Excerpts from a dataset
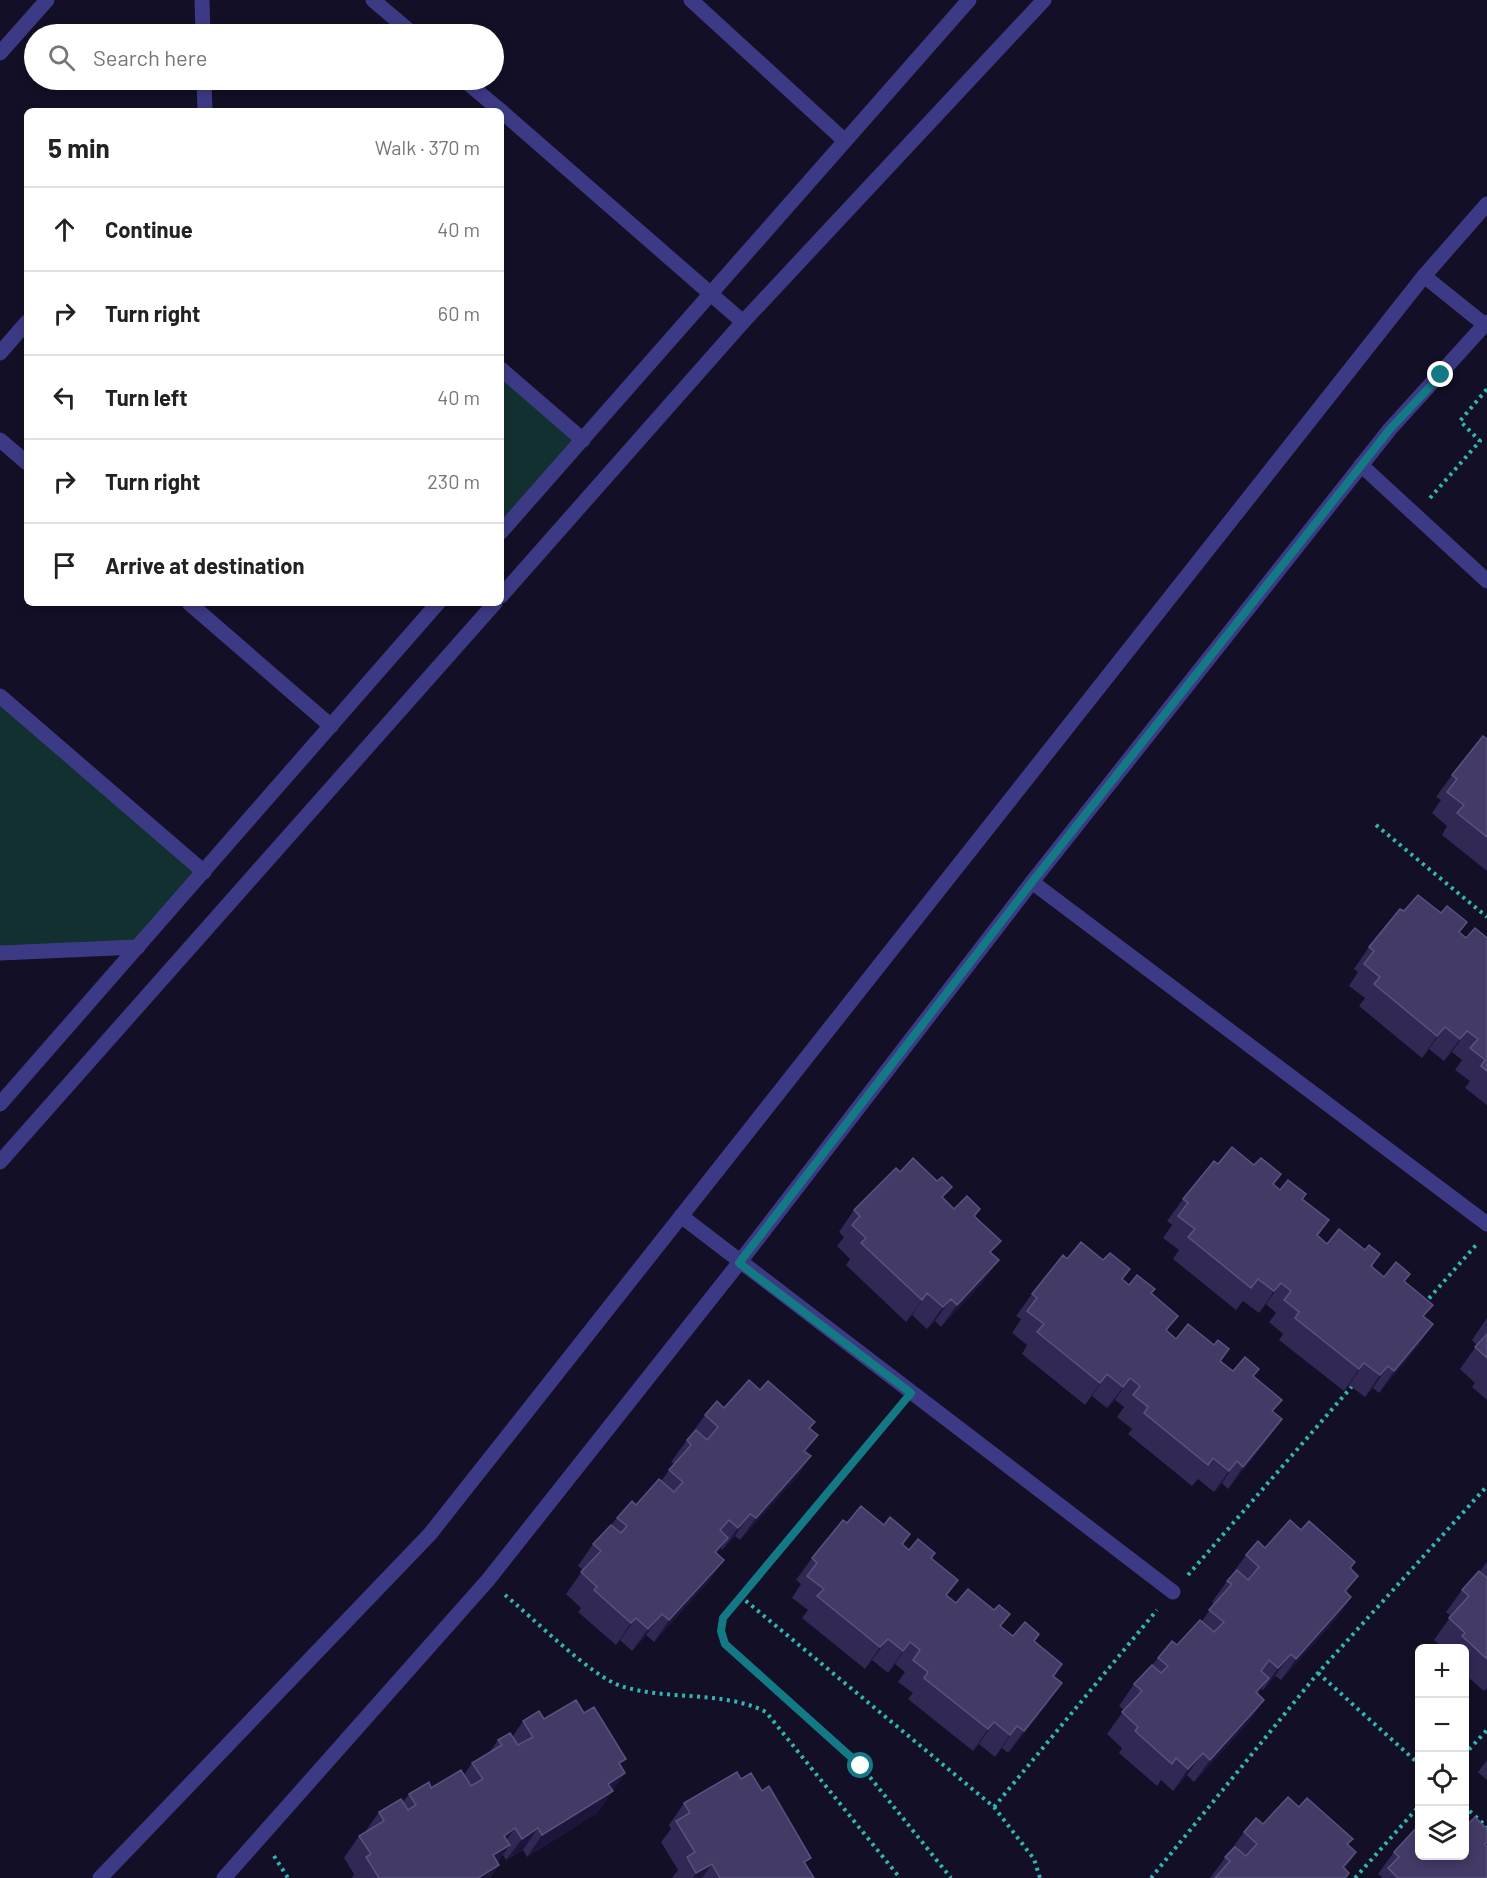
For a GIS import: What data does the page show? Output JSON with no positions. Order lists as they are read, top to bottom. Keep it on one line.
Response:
{"page":{"search":"Search here","heading":["5 min","Walk · 370 m"],"list":[["Continue","40 m"],["Turn right","60 m"],["Turn left","40 m"],["Turn right","230 m"],"Arrive at destination"],"map_buttons":["+","−"]}}
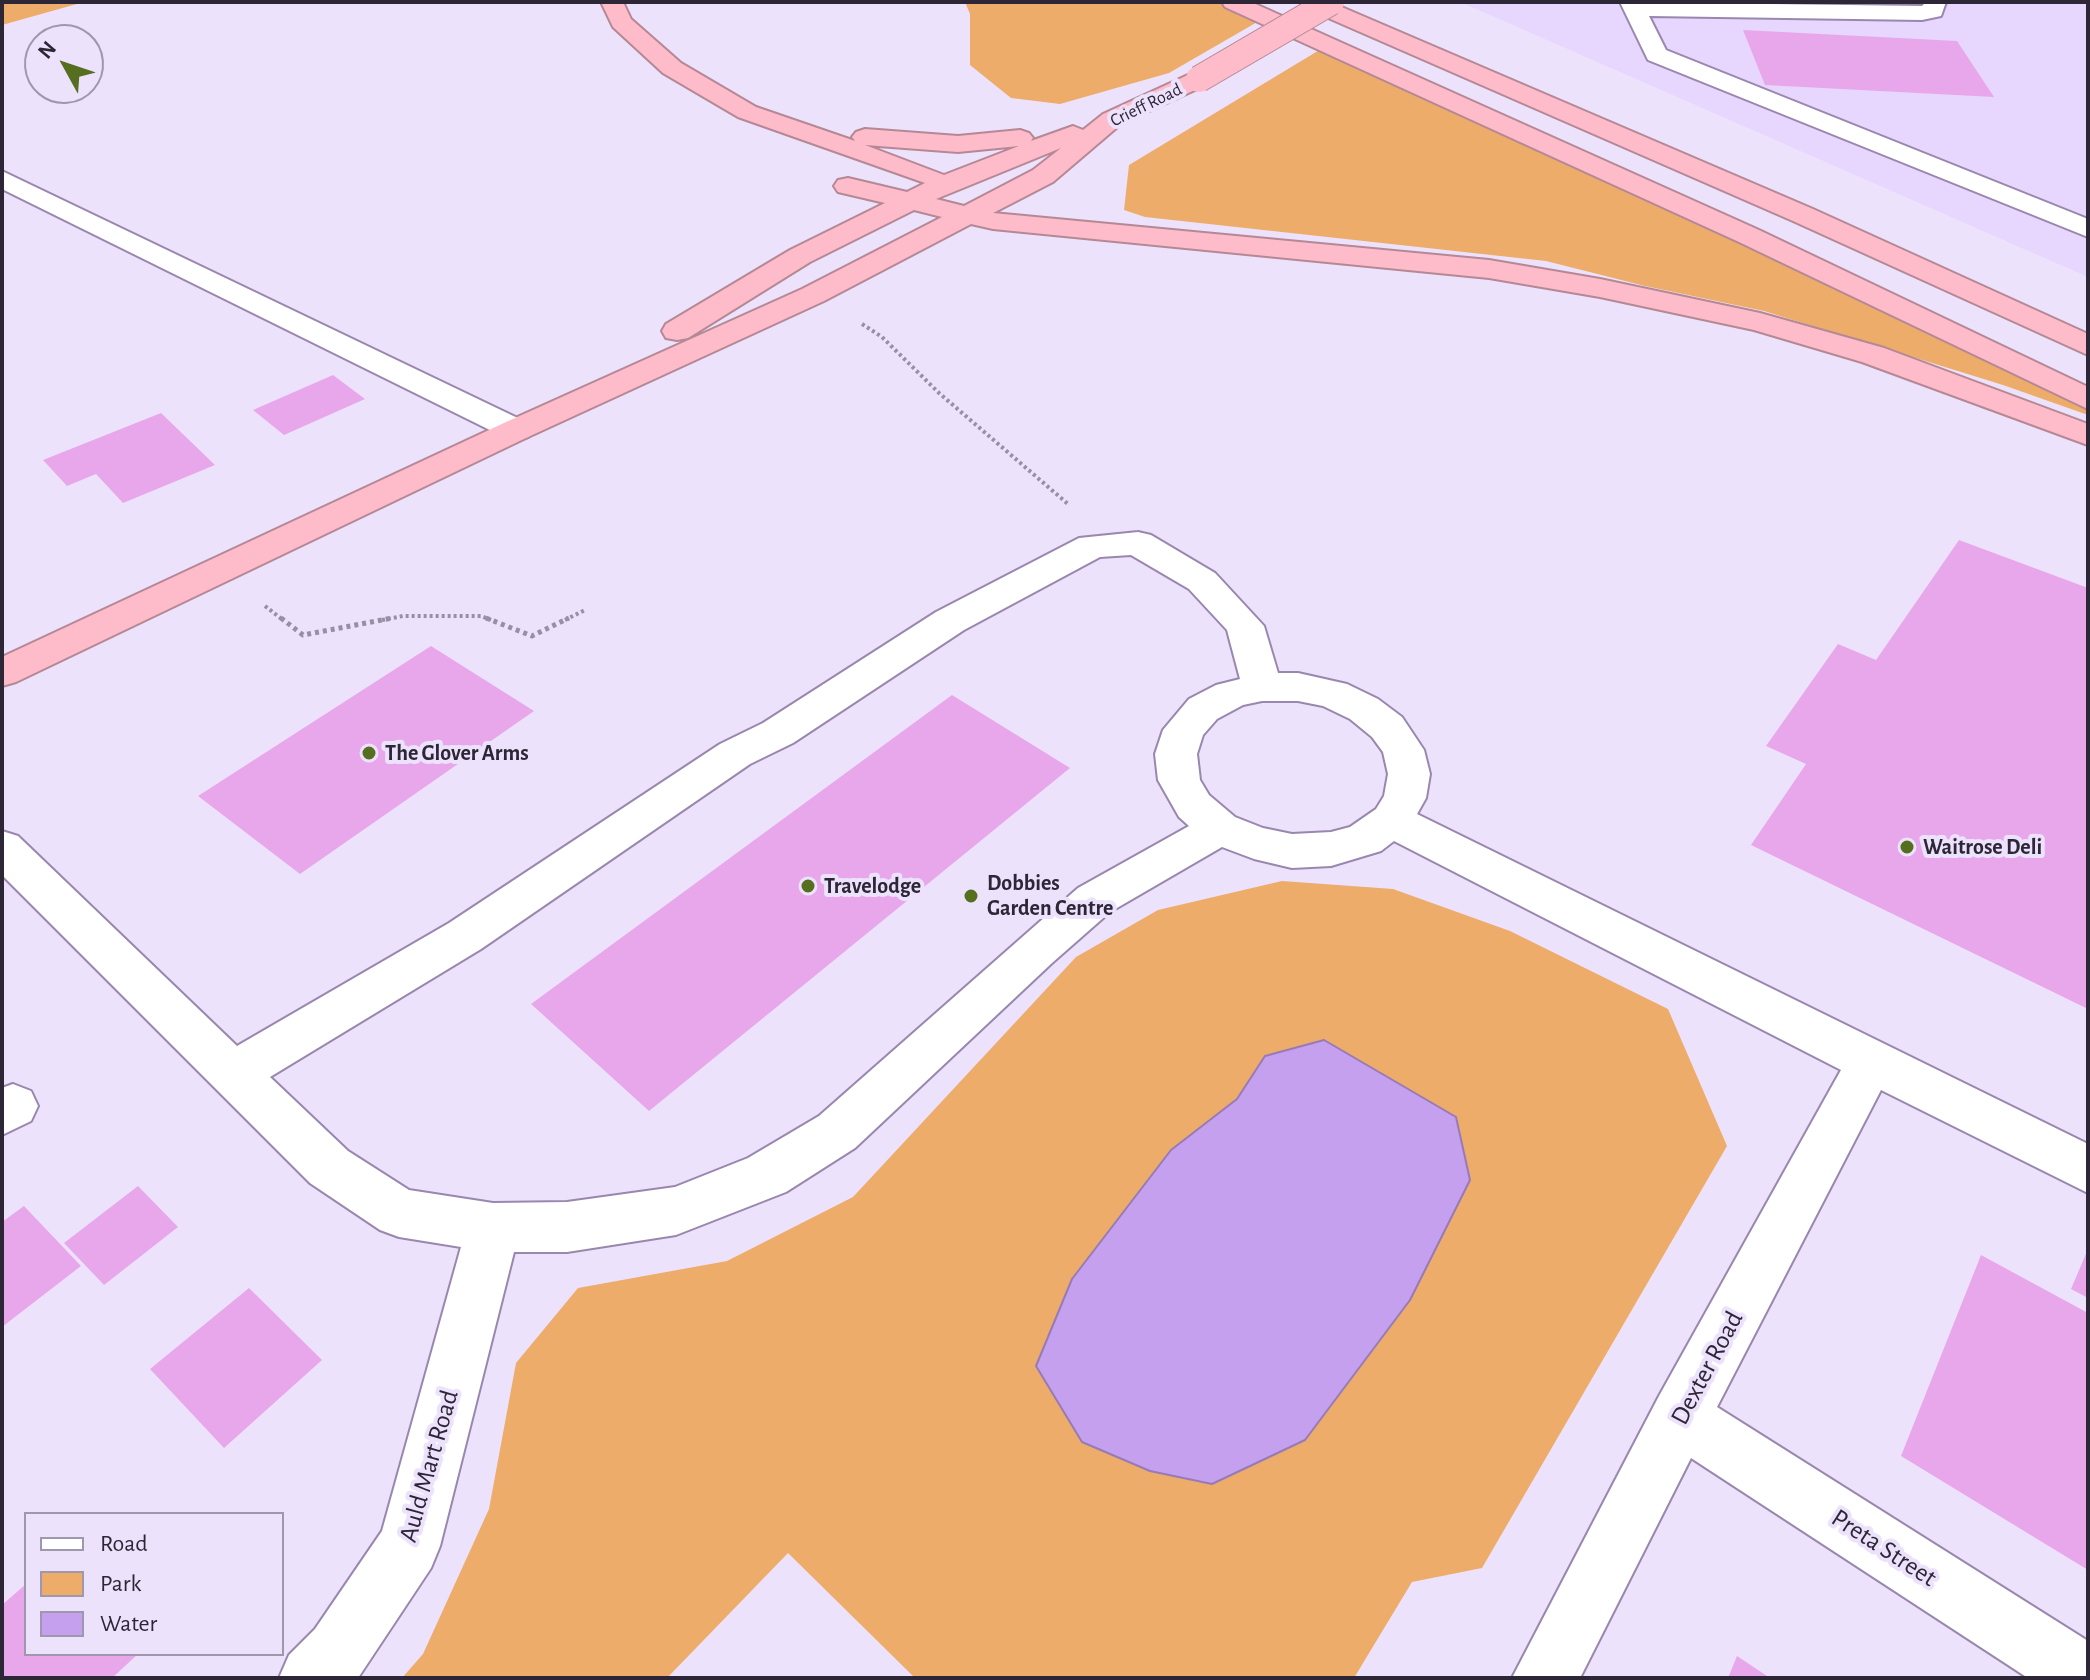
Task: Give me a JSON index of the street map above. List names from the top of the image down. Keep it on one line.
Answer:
{"streets":{"highway":["Crieff Road"],"street":["Dexter Road","Auld Mart Road","Preta Street"]},"crossings":[["Dexter Road","Preta Street"]],"places":["The Glover Arms","Waitrose Deli","Travelodge","Dobbies Garden Centre"],"legend":["Road","Park","Water"],"north":"top left"}
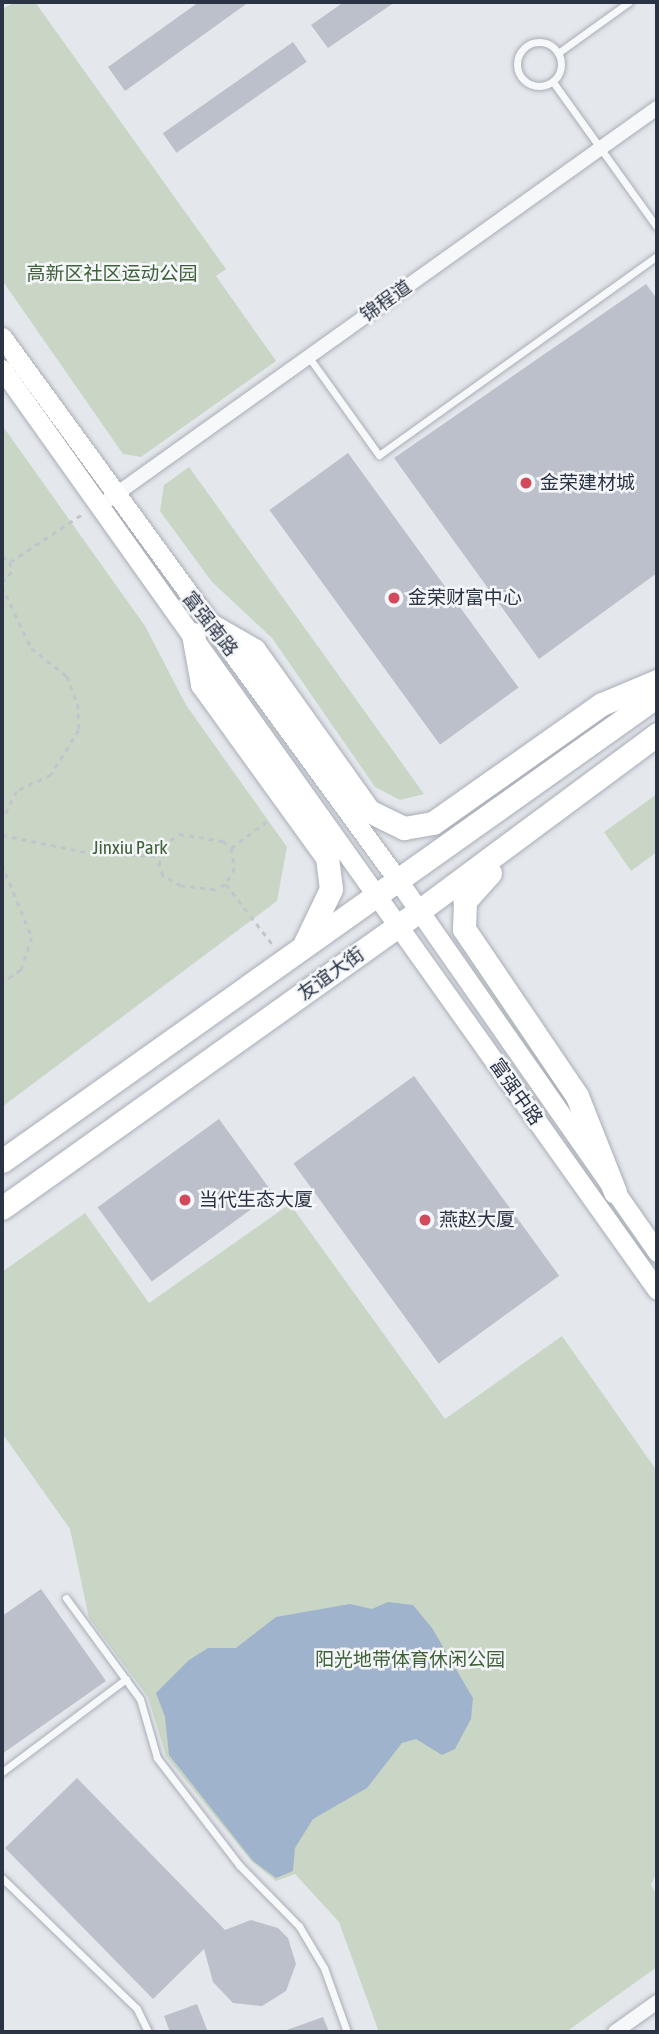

_What to work on:_
Tally the lines of the data that contain the string "JSON", and report nothing but the tally.

_Task output:_
2